Francisco Mairlon foi condenado por um triplo homicídio ocorrido em Brasília em 2009, conhecido como Crime da 113 Sul. Já o Caso Evandro levou à condenação de quatro pessoas pela morte de um menino de 6 anos em Guaratuba (PR) em 1992. Os dois crimes foram analisados em documentários do Globoplay, que estão disponíveis na plataforma.
O Laboratório do CNJ será permanente: novos casos poderão ser remetidos ao órgão pelo STJ e pelo STF para também serem estudados no futuro.
"Eu espero que não só a partir deste caso [de Francisco Mairlon], mas a partir do que temos visto em muitos outros, que se tenha um maior cuidado, uma maior responsabilidade na prestação deste serviço que é essencial — julgar pessoas —, para que o resultado dessa atividade, que é uma cadeia de atos a partir da polícia, passando pelo Ministério Público e pelos juízes em geral, que cada um desses profissionais realmente empregue os melhores meios para que o resultado final seja uma condenação correta", diz o ministro do STJ Rogerio Schietti.
"Os efeitos de uma condenação injusta, de condenar um inocente, são tão trágicos que merecem todo o investimento que se pode fazer nessa tarefa de investigar e de processar pessoas acusadas de um crime", afirma.

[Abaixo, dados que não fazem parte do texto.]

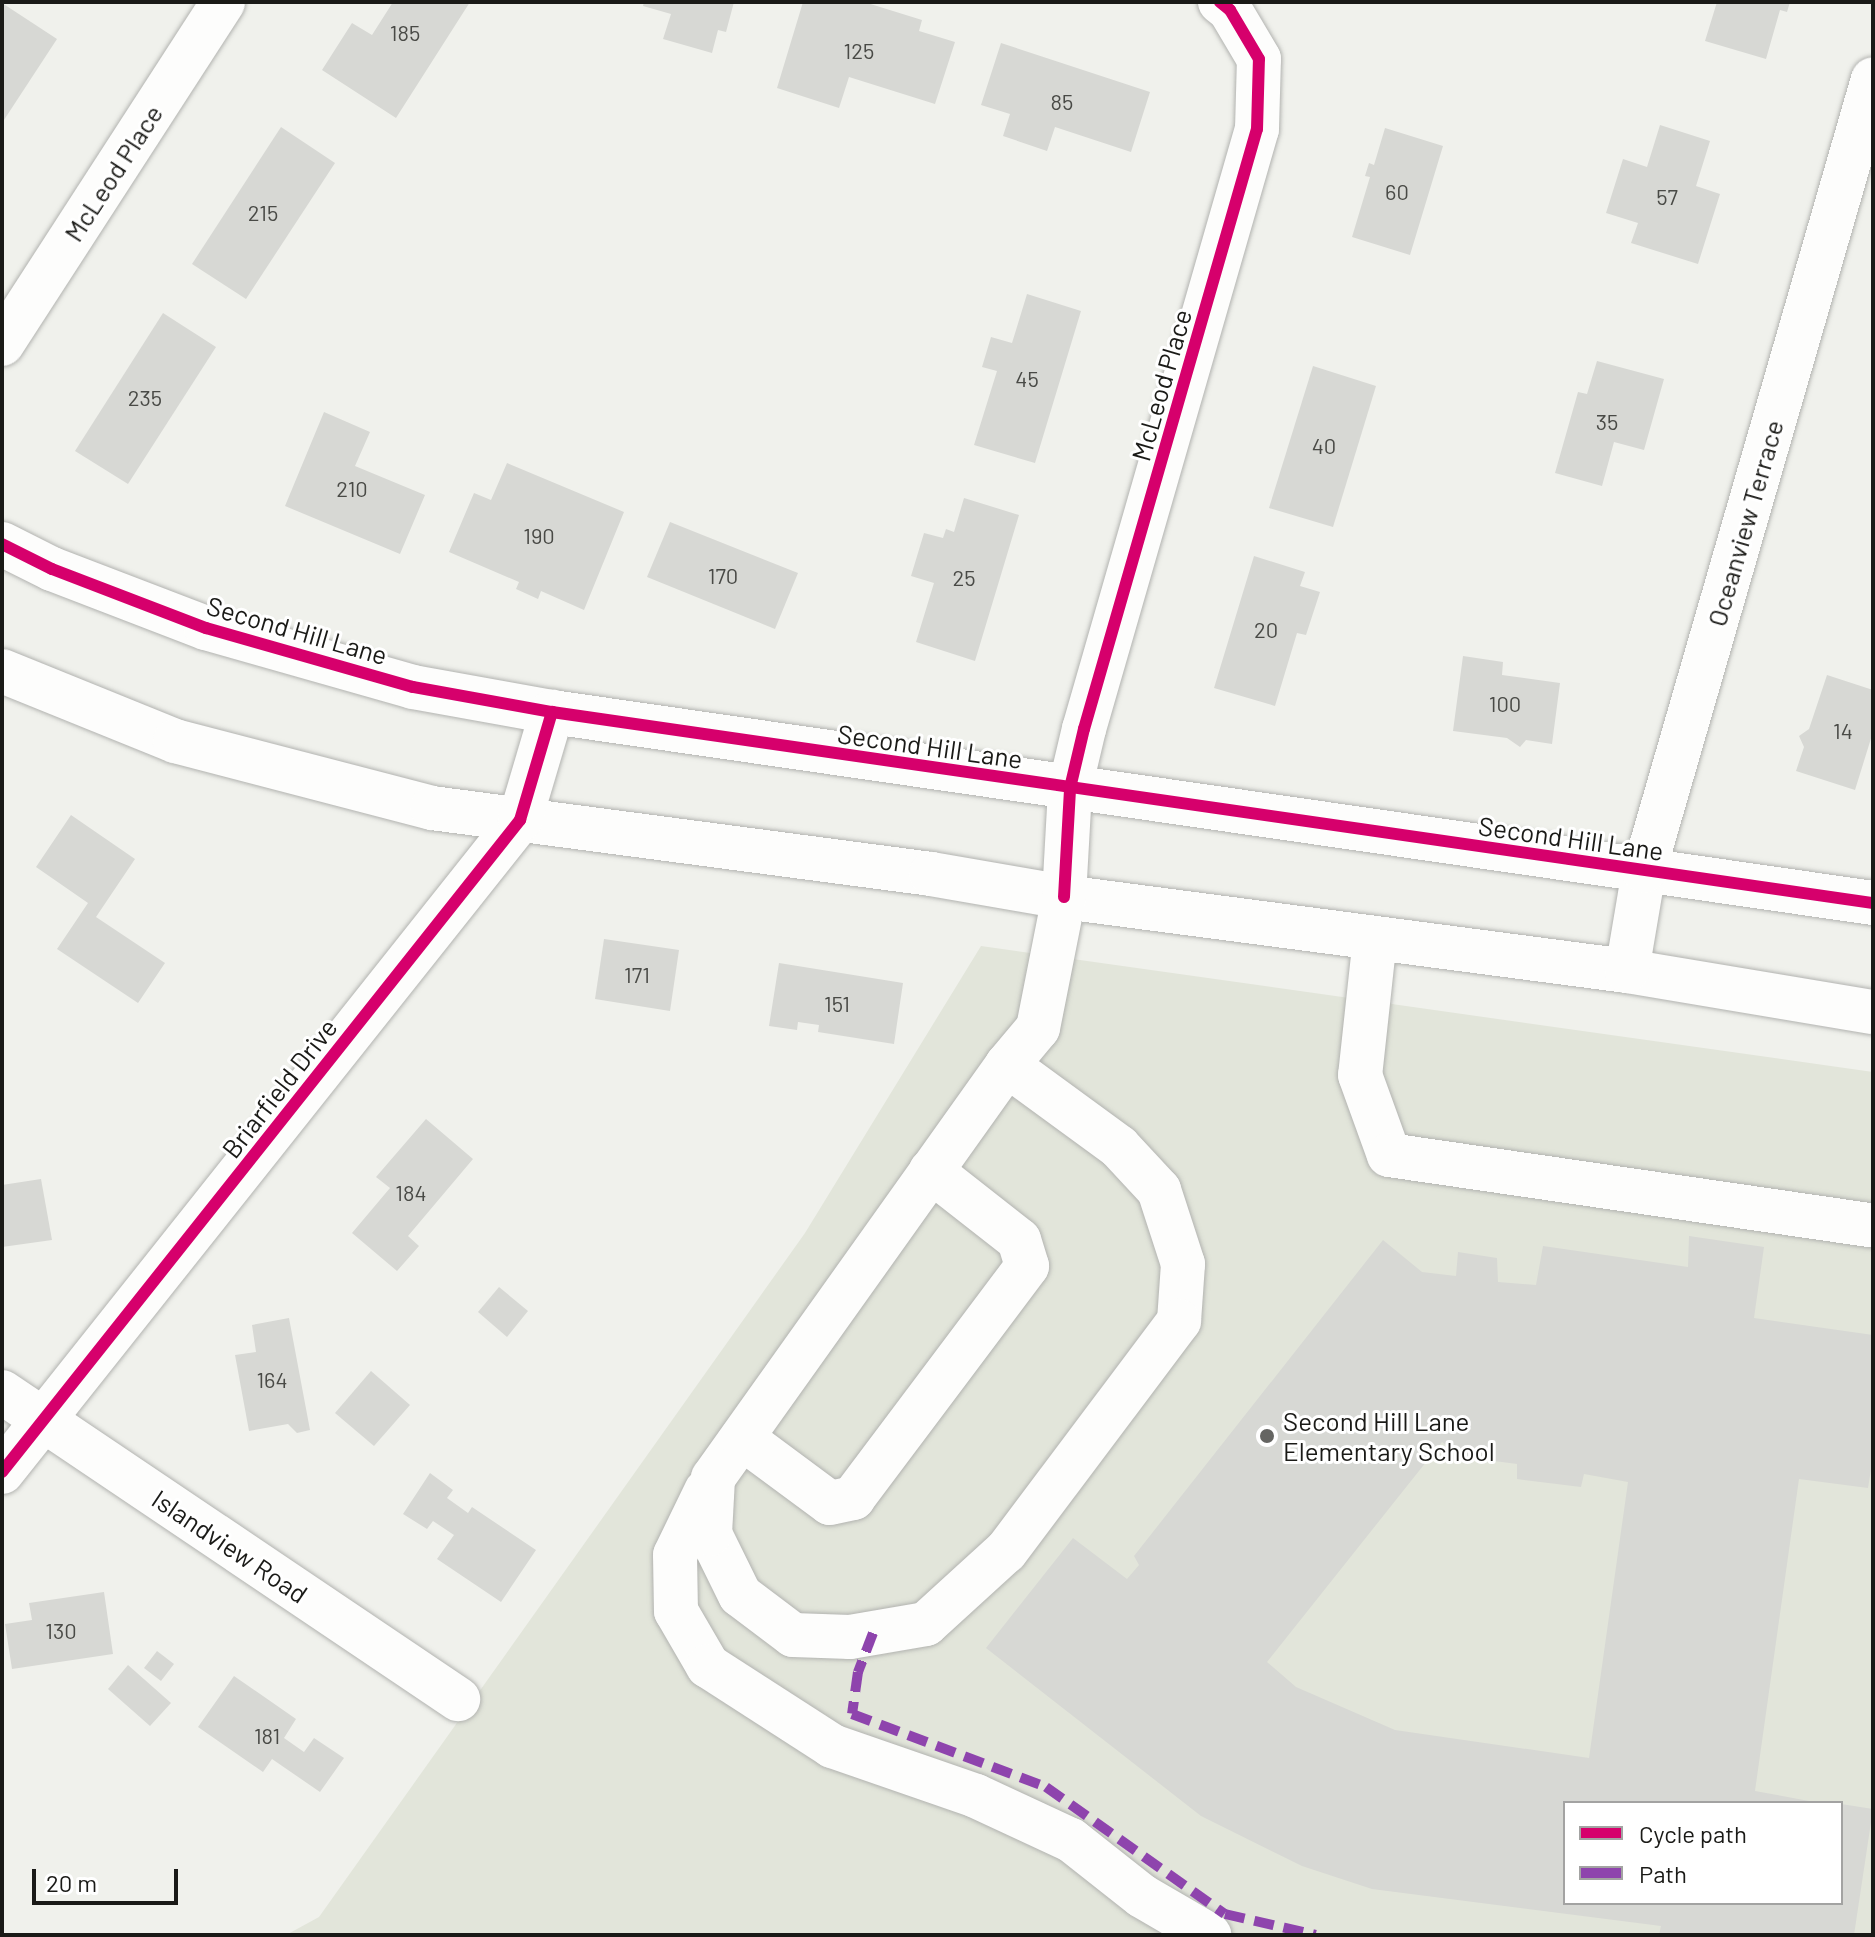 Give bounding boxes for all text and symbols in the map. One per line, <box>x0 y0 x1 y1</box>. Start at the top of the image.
house number: 185 <box>390 20 420 46</box>
house number: 125 <box>844 38 874 64</box>
house number: 85 <box>1051 89 1073 115</box>
street label: McLeod Place <box>57 99 169 247</box>
house number: 60 <box>1385 179 1409 205</box>
house number: 57 <box>1656 184 1678 210</box>
house number: 215 <box>248 200 278 226</box>
street label: McLeod Place <box>1124 306 1198 464</box>
house number: 45 <box>1015 366 1039 392</box>
house number: 235 <box>128 385 162 411</box>
house number: 35 <box>1596 409 1618 435</box>
street label: Oceanview Terrace <box>1701 416 1789 630</box>
house number: 40 <box>1312 433 1336 459</box>
house number: 210 <box>336 476 368 502</box>
house number: 190 <box>523 523 555 549</box>
house number: 170 <box>708 563 738 589</box>
house number: 25 <box>952 565 976 591</box>
street label: Second Hill Lane <box>203 589 391 671</box>
house number: 20 <box>1254 617 1278 643</box>
house number: 100 <box>1489 691 1521 717</box>
street label: Second Hill Lane <box>836 718 1024 774</box>
house number: 14 <box>1833 718 1853 744</box>
street label: Second Hill Lane <box>1477 810 1665 866</box>
house number: 171 <box>624 962 650 988</box>
house number: 151 <box>824 991 850 1017</box>
street label: Briarfield Drive <box>215 1012 343 1164</box>
house number: 184 <box>395 1180 427 1206</box>
house number: 164 <box>256 1367 288 1393</box>
place label: Second Hill Lane Elementary School <box>1283 1405 1495 1466</box>
marker: Second Hill Lane Elementary School <box>1258 1427 1276 1445</box>
street label: Islandview Road <box>146 1483 314 1609</box>
house number: 130 <box>45 1618 77 1644</box>
house number: 181 <box>254 1723 280 1749</box>
legend <box>1563 1801 1843 1905</box>
text: Cycle path <box>1639 1819 1747 1848</box>
scale bar <box>36 1853 182 1903</box>
text: Path <box>1639 1859 1687 1888</box>
text: 20 m <box>46 1868 97 1897</box> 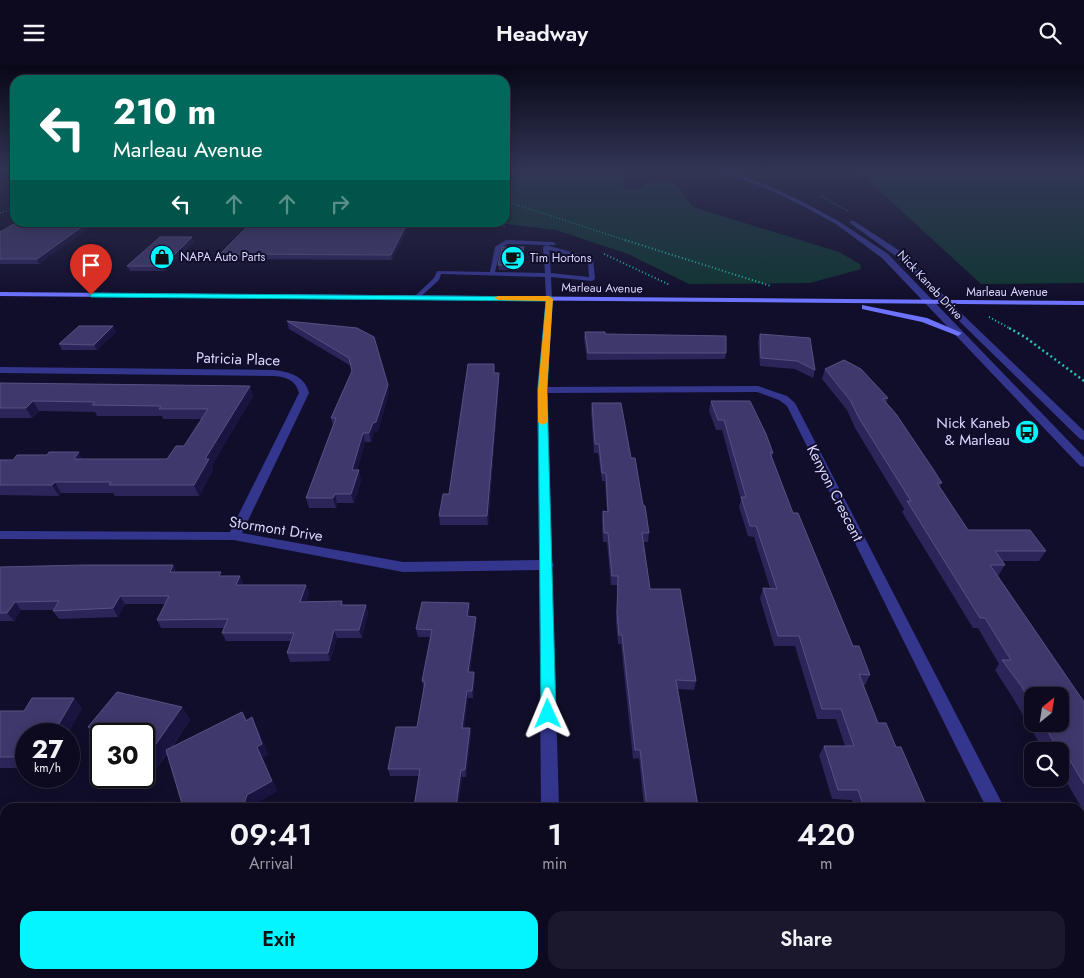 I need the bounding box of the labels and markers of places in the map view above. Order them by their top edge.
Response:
pin [70,244,112,295]
shop icon: NAPA Auto Parts [149,244,175,270]
cafe icon: Tim Hortons [500,245,526,271]
place label: NAPA Auto Parts [180,248,265,266]
place label: Tim Hortons [530,249,592,267]
place label: Nick Kaneb & Marleau [936,412,1010,451]
bus stop icon: Nick Kaneb & Marleau [1014,419,1040,445]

O texto para a criação do Laboratório Justiça Criminal, Reparação e não Repetição deve ser levado à aprovação do plenário do CNJ em novembro pela conselheira Daniela Madeira.
A minuta, à qual o g1 teve acesso, diz que são objetivos da iniciativa:
"Auxiliar na construção de protocolos relacionados ao arcabouço probatório que estejam atentos à produção científica";
"Colaborar para a elevação dos padrões probatórios nos procedimentos investigativos e no processo penal como meio indispensável para o enfrentamento à criminalidade e para a proteção dos cidadãos contra a possibilidade de condenações injustas ou em violação aos direitos humanos e fundamentais"; e
"Fomentar medidas e iniciativas de não repetição e mitigação das consequências de erro judicial".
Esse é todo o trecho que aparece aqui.